- WHAT THIS TASK INVOLVES
In the entries below, find the lines with the word "view" and copy them.

%%

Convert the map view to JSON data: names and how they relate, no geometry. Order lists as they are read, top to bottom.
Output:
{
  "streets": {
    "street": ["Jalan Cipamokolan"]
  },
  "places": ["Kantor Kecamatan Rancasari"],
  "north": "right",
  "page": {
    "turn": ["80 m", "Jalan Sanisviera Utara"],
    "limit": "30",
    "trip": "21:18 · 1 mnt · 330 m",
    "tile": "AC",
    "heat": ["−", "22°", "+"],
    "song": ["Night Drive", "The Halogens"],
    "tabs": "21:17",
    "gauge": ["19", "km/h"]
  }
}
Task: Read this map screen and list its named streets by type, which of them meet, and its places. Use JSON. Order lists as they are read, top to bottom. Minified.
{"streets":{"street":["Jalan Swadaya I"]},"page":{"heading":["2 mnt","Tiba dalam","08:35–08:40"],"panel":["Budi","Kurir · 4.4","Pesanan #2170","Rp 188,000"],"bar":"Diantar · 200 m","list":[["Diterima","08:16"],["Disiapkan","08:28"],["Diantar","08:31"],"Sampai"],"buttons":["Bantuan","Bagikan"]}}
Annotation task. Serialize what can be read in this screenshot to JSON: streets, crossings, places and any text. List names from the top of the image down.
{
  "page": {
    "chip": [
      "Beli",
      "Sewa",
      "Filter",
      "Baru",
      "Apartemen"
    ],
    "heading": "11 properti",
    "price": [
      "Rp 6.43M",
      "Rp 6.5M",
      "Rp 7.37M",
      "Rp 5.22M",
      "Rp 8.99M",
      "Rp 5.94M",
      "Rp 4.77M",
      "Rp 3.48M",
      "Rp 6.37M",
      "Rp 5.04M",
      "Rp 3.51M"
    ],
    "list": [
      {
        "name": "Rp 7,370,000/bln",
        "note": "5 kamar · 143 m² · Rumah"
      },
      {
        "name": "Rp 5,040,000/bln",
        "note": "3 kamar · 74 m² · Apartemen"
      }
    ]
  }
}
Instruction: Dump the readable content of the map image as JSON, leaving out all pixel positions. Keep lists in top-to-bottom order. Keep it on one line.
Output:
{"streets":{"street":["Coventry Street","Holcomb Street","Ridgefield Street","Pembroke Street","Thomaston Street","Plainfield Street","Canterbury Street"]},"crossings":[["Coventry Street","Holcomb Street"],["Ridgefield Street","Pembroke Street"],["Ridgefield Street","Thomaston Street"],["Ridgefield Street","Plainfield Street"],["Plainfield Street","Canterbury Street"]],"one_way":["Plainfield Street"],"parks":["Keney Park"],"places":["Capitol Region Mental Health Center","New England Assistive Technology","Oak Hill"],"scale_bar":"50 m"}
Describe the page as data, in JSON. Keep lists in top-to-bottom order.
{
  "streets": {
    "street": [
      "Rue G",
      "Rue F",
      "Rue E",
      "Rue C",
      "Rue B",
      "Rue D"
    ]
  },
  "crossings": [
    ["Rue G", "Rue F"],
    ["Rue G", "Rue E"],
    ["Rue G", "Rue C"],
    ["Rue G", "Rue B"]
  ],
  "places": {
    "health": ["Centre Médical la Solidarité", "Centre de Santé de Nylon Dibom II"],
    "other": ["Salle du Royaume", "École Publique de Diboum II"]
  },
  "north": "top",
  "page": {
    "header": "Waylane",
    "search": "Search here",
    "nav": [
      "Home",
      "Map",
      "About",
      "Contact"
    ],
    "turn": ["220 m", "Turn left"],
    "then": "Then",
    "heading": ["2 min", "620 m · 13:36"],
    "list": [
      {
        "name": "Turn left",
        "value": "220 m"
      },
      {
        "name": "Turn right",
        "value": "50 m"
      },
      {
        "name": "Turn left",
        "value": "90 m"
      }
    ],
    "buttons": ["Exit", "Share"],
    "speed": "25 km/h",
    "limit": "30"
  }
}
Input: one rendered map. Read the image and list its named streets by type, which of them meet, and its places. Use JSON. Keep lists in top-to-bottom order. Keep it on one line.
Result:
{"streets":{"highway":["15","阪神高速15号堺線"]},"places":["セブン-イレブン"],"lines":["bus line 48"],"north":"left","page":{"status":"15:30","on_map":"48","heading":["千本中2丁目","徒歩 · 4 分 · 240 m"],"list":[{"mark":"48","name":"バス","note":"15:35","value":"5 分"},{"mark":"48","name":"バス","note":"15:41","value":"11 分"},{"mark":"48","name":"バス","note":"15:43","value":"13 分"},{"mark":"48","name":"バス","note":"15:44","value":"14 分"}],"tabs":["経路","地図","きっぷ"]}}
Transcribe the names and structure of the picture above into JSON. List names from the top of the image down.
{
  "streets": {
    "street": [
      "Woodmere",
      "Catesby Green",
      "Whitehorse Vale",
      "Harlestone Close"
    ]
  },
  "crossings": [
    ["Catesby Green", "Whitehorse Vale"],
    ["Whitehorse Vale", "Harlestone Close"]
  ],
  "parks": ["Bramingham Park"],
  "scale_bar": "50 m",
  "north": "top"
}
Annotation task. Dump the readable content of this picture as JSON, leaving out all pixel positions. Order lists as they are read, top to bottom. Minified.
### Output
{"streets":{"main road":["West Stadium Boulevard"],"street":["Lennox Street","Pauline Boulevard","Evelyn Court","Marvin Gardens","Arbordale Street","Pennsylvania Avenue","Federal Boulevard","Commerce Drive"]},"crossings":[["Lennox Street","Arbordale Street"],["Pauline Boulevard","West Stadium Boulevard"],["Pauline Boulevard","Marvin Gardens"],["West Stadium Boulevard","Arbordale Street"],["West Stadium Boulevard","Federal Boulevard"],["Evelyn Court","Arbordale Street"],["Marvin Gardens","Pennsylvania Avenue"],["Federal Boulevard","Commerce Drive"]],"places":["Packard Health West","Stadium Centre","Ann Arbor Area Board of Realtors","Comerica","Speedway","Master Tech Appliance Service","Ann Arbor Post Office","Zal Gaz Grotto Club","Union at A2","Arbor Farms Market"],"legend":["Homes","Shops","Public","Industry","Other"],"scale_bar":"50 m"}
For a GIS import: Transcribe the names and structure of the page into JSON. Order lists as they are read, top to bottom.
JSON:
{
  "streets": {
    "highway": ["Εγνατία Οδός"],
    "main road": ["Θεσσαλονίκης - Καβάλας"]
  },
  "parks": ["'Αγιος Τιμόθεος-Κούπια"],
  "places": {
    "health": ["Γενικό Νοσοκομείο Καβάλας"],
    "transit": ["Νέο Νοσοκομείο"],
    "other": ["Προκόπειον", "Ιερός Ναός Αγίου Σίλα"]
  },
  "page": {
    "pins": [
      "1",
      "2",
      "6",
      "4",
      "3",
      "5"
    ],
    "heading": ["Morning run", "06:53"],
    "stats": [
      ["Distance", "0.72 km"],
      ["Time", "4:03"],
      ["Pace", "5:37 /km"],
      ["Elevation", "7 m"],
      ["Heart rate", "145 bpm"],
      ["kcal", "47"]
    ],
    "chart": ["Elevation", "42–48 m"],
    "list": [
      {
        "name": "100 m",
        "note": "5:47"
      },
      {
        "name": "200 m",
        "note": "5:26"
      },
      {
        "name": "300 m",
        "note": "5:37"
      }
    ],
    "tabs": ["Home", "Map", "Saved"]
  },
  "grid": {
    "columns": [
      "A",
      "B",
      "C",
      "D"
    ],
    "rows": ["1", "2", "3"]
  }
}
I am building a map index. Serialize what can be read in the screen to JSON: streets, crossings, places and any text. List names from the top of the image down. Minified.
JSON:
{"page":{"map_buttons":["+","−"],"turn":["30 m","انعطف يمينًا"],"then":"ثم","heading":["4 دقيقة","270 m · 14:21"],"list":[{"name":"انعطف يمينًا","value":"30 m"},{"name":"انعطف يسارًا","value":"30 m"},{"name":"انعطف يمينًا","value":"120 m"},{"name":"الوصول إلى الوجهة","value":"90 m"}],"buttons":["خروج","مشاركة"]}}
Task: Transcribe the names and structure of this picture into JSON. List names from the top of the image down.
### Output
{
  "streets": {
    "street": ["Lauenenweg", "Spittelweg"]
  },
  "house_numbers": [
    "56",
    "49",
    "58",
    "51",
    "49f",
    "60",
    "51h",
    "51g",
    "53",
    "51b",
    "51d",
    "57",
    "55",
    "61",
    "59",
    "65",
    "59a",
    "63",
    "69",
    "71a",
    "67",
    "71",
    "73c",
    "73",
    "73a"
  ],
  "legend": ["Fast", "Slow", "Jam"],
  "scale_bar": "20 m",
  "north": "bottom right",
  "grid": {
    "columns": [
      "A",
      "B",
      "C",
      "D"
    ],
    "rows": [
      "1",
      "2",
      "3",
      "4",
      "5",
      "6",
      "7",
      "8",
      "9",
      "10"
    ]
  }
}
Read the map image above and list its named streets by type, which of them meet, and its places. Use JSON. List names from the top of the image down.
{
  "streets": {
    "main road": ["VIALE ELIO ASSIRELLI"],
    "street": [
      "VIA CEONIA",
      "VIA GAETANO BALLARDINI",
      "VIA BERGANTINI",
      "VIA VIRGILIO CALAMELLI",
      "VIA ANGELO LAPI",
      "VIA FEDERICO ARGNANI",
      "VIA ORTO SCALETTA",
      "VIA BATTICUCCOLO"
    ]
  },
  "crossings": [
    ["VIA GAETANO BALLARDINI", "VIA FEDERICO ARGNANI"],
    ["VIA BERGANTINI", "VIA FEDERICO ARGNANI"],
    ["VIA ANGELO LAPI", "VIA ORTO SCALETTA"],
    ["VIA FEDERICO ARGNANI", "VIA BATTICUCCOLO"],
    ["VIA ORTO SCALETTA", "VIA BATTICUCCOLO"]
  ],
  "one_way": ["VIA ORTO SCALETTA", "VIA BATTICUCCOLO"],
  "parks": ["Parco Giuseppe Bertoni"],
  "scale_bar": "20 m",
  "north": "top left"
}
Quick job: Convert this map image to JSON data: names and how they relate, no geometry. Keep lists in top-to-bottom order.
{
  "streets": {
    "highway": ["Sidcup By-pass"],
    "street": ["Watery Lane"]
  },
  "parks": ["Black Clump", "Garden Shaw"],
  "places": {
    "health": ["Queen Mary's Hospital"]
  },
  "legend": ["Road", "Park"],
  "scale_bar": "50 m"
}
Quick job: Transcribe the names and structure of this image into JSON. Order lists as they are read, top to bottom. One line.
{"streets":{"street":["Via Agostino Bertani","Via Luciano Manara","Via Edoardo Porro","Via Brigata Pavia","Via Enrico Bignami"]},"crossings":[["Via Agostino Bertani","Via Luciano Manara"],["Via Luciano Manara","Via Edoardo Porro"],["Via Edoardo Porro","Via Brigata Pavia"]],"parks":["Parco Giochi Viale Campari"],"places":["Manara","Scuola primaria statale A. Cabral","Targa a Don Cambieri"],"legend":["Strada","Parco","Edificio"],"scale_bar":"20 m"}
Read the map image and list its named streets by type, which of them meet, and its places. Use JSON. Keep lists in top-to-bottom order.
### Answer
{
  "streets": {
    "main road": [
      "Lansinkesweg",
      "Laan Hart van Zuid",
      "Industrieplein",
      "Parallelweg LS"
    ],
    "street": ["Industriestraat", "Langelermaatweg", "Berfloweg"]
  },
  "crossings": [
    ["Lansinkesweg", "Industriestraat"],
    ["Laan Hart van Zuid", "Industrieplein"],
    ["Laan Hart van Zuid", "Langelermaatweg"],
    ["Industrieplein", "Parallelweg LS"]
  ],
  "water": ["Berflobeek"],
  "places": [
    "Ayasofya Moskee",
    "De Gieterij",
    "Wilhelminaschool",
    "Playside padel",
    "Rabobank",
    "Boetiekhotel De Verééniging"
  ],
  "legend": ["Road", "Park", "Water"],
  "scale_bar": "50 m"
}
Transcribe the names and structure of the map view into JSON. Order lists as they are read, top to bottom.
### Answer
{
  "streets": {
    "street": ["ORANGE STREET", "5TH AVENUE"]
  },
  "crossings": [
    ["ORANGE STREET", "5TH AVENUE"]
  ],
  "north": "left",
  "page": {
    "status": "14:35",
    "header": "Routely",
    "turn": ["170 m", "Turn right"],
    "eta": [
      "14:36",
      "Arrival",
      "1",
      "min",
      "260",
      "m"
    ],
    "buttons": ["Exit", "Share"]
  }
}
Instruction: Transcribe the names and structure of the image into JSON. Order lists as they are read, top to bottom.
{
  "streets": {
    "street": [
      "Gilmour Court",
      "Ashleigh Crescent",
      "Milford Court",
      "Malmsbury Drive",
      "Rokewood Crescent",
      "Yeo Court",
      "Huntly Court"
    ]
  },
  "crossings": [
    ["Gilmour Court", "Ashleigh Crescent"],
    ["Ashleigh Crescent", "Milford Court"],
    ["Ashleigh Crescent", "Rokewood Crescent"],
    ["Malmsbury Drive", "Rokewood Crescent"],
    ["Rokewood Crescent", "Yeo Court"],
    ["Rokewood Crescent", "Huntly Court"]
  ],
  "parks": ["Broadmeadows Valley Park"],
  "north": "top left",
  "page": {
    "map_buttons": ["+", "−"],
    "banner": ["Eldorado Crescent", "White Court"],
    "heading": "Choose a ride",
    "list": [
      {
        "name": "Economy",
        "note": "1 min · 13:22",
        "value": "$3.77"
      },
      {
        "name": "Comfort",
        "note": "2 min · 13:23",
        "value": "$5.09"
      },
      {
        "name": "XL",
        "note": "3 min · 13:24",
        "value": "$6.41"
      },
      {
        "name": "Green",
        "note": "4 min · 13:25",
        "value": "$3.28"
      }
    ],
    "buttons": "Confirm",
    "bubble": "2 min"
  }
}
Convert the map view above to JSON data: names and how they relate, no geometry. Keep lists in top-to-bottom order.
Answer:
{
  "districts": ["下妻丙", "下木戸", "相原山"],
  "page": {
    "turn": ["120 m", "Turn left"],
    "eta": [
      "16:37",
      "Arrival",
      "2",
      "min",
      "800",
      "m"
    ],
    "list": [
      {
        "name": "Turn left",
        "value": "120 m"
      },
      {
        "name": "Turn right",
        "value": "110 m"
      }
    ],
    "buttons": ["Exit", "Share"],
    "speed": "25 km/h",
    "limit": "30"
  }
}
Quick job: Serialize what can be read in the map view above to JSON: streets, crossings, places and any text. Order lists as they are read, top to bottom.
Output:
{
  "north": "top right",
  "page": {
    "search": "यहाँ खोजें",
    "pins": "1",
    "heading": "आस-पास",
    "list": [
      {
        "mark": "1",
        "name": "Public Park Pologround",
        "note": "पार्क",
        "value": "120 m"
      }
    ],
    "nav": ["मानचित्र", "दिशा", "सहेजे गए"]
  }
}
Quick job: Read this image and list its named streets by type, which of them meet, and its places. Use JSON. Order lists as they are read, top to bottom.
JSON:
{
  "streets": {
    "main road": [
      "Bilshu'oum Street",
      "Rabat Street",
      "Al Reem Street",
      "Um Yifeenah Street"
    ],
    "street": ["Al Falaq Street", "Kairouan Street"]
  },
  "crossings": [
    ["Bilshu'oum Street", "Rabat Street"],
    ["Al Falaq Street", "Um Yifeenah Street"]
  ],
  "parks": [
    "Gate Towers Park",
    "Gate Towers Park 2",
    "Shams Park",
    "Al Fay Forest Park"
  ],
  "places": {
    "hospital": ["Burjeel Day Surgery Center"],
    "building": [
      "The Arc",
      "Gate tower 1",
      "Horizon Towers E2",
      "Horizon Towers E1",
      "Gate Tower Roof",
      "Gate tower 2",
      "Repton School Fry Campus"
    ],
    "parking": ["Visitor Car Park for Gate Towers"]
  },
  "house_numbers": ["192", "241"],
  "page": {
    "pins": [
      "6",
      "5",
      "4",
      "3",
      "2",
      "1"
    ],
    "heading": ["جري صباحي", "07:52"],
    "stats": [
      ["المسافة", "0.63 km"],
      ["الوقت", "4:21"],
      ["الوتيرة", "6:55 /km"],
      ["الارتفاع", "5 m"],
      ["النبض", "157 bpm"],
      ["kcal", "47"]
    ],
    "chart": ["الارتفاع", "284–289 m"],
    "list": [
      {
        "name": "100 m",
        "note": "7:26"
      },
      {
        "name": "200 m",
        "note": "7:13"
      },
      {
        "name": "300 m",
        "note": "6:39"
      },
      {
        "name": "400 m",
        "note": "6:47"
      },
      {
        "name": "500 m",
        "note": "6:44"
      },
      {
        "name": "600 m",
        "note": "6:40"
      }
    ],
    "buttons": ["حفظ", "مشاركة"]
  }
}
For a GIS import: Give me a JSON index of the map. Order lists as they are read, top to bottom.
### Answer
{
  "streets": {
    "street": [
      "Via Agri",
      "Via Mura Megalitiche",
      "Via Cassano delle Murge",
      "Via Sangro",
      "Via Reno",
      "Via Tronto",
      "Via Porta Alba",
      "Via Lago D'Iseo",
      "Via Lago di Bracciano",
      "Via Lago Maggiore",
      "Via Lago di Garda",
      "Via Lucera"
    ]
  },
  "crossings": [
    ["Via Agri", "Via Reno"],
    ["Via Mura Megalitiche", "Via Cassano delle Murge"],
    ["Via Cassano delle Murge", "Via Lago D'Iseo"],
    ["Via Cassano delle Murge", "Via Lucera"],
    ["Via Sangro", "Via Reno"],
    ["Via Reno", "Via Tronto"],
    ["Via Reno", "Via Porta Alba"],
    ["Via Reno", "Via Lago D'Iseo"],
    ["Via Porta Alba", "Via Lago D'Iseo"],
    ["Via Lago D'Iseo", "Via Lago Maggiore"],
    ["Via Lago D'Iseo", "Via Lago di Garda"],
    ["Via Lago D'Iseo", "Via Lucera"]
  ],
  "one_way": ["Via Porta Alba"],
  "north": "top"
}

%%

- OUTPUT FOR THIS EXERCISE
Convert the map view to JSON data: names and how they relate, no geometry. Order lists as they are read, top to bottom.
Transcribe the names and structure of the map view into JSON. Order lists as they are read, top to bottom.
Convert the map view above to JSON data: names and how they relate, no geometry. Keep lists in top-to-bottom order.
Quick job: Serialize what can be read in the map view above to JSON: streets, crossings, places and any text. Order lists as they are read, top to bottom.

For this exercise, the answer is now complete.